*The problem*.
Show all lines of the entries in which the word "Karosszéria" is found.

*Stored items*.

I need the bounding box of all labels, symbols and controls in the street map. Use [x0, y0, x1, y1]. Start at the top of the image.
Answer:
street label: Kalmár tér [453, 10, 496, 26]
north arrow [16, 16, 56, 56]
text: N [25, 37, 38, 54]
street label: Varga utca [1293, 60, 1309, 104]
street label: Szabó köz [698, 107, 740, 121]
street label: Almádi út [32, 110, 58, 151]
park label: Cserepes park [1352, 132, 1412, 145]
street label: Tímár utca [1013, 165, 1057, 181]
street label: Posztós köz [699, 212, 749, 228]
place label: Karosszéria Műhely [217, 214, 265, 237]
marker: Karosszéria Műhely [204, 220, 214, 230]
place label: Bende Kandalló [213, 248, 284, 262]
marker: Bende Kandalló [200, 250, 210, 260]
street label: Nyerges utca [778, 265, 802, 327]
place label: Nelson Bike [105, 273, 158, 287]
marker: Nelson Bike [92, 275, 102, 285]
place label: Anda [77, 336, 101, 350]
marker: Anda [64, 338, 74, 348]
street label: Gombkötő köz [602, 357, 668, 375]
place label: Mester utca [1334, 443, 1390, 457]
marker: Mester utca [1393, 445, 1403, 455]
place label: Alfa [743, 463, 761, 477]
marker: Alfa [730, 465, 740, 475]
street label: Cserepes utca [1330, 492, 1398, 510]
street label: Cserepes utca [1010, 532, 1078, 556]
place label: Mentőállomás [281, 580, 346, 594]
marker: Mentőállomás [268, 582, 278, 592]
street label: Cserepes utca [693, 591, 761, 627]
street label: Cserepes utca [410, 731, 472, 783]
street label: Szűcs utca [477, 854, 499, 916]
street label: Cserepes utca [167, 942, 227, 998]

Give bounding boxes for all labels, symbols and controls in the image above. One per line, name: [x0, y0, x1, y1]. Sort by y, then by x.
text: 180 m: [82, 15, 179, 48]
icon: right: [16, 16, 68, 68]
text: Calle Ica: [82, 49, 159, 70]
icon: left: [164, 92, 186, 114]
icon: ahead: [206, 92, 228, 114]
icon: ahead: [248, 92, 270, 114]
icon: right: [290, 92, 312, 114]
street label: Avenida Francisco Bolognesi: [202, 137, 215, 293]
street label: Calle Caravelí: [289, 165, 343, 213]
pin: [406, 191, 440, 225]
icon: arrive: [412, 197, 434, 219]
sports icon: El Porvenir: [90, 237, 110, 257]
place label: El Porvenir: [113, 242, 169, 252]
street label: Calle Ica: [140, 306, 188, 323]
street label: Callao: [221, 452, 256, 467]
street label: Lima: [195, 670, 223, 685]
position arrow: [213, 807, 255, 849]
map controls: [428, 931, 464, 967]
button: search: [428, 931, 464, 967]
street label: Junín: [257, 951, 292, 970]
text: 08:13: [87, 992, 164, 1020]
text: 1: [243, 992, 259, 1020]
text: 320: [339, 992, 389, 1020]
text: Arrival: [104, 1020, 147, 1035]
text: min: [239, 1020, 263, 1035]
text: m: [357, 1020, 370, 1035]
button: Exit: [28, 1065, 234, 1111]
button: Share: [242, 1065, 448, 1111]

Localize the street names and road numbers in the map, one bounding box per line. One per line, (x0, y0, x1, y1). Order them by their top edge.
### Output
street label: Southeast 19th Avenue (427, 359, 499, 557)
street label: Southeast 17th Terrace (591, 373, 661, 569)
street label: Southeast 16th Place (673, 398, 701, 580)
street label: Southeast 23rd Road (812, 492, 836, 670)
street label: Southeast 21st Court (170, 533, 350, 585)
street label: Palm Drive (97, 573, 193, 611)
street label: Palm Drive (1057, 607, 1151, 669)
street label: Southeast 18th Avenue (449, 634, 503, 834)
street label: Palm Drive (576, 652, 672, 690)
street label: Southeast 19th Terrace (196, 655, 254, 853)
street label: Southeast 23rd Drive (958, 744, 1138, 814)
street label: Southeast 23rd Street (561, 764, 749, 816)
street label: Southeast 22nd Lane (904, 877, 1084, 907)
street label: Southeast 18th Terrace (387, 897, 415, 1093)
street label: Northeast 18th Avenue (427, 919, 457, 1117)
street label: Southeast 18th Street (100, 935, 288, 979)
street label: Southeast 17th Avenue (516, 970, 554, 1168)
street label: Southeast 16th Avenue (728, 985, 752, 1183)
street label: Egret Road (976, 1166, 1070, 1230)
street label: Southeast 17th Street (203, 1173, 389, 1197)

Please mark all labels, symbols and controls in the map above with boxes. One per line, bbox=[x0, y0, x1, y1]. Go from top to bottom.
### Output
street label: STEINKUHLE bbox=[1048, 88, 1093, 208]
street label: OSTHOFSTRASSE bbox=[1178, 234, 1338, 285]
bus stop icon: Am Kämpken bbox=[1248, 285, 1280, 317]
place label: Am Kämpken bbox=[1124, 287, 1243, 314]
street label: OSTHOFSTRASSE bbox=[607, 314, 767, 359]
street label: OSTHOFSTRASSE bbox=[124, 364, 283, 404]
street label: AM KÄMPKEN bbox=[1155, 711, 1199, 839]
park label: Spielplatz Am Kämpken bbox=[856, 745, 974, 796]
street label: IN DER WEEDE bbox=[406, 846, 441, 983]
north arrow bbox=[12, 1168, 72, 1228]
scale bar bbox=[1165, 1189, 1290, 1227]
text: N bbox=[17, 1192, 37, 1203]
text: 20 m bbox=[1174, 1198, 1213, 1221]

*Exercise solution*.
place label: Karosszéria Műhely [217, 214, 265, 237]
marker: Karosszéria Műhely [204, 220, 214, 230]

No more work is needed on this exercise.